Exploring Embeddings and Clustering Techniques for Computer Vision

Models & Research

The Engineer

31 Oct 2023 · 3 min read

This article explores how image embeddings can revolutionize computer vision tasks like clustering and quality assessment, starting with a basic example using pixel brightness in the MNIST dataset.

Embeddings have been a game-changer in natural language processing (NLP), and they're now making waves in computer vision. This article delves into how embeddings can be used to cluster images, assess dataset quality, and identify duplicates. We’ll also walk through a practical example using the MNIST dataset to illustrate these concepts.

Clustering MNIST Images Using Pixel Brightness

Before diving into more complex examples with embeddings, let's start with a simpler case: clustering MNIST images based on pixel brightness. The MNIST dataset consists of 60,000 grayscale images of handwritten digits, each with a size of 28x28 pixels. Each image can be represented by 784 values (one for each pixel). Our goal is to reduce these 784 dimensions to three using dimensionality reduction techniques like t-SNE and UMAP, allowing us to visualize the clusters in 3D space.

Steps to Cluster MNIST Images

Load the Data:
- Load the images of each class.
- Reshape the data into a 2D NumPy array with 784 features per image.
Apply Dimensionality Reduction:
- Use t-SNE or UMAP to reduce the dimensions from 784 to 3.
- t-SNE (t-Distributed Stochastic Neighbor Embedding) is great for visualizing high-dimensional data but can be computationally expensive.
- UMAP (Uniform Manifold Approximation and Projection) is faster and often produces better results for larger datasets.
Visualize the Clusters:
- Plot the reduced dimensions in a 3D scatter plot to see how similar images cluster together.

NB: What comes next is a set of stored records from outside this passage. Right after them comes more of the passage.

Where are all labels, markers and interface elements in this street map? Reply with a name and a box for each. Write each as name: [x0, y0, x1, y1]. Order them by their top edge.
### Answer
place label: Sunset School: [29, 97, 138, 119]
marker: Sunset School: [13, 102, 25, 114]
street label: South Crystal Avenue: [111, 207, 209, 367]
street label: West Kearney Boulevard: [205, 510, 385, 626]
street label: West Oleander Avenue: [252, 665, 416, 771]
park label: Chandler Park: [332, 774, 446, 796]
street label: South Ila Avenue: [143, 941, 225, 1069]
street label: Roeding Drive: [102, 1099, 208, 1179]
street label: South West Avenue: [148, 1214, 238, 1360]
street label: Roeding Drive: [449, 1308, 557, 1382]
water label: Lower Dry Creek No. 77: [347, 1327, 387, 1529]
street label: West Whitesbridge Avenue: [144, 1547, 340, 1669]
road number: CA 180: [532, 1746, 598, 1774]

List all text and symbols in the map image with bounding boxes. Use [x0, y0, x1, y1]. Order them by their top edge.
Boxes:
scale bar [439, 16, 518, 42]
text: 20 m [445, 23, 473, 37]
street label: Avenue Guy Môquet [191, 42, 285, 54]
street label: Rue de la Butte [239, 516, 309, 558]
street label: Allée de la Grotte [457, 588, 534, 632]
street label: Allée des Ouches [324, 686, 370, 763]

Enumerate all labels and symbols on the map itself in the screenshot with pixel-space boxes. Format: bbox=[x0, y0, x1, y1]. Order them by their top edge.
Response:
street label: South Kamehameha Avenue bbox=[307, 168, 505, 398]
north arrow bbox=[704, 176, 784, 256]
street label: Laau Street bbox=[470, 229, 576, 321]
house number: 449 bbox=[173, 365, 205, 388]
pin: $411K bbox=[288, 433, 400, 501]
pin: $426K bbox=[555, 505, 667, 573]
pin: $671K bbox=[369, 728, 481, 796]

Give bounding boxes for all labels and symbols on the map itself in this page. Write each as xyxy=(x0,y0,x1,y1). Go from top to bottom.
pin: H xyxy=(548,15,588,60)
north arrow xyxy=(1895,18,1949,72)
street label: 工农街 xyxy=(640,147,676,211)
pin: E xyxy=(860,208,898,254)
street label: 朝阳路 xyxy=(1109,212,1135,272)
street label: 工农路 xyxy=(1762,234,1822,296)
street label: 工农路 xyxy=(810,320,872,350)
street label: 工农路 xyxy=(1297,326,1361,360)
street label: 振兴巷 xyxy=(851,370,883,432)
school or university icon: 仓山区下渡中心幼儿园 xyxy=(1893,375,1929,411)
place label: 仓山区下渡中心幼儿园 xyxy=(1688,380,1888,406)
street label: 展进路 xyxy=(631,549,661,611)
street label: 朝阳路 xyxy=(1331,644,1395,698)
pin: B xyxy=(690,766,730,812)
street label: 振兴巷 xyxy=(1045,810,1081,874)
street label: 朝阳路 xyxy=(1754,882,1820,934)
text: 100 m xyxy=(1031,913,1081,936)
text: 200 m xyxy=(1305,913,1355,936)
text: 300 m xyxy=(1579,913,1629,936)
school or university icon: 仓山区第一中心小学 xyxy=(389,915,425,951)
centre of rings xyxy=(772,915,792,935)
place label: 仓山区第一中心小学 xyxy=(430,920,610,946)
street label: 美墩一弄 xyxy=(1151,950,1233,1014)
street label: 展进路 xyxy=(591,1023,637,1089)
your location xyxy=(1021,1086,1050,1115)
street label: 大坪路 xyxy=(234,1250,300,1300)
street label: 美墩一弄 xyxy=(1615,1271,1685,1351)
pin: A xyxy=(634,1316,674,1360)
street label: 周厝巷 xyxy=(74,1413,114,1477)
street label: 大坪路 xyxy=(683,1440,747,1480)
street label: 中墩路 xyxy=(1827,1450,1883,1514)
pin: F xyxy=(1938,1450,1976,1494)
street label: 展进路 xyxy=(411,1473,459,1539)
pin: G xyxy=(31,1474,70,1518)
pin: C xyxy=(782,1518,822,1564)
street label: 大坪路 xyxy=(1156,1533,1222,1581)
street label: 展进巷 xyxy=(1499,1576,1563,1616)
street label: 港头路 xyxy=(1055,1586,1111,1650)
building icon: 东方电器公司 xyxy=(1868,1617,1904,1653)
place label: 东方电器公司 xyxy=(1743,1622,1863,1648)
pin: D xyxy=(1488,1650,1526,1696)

Visualizing High-Dimensional Data

Working with high-dimensional data can be challenging because it's hard to visualize and understand the underlying structure. Dimensionality reduction techniques like t-SNE and UMAP help simplify these complex datasets, making them more manageable and interpretable.

t-SNE: Focuses on preserving local structures, meaning points that are close in high-dimensional space will remain close in the reduced space.
UMAP: Balances between preserving local and global structures, often providing a clearer visualization for larger datasets.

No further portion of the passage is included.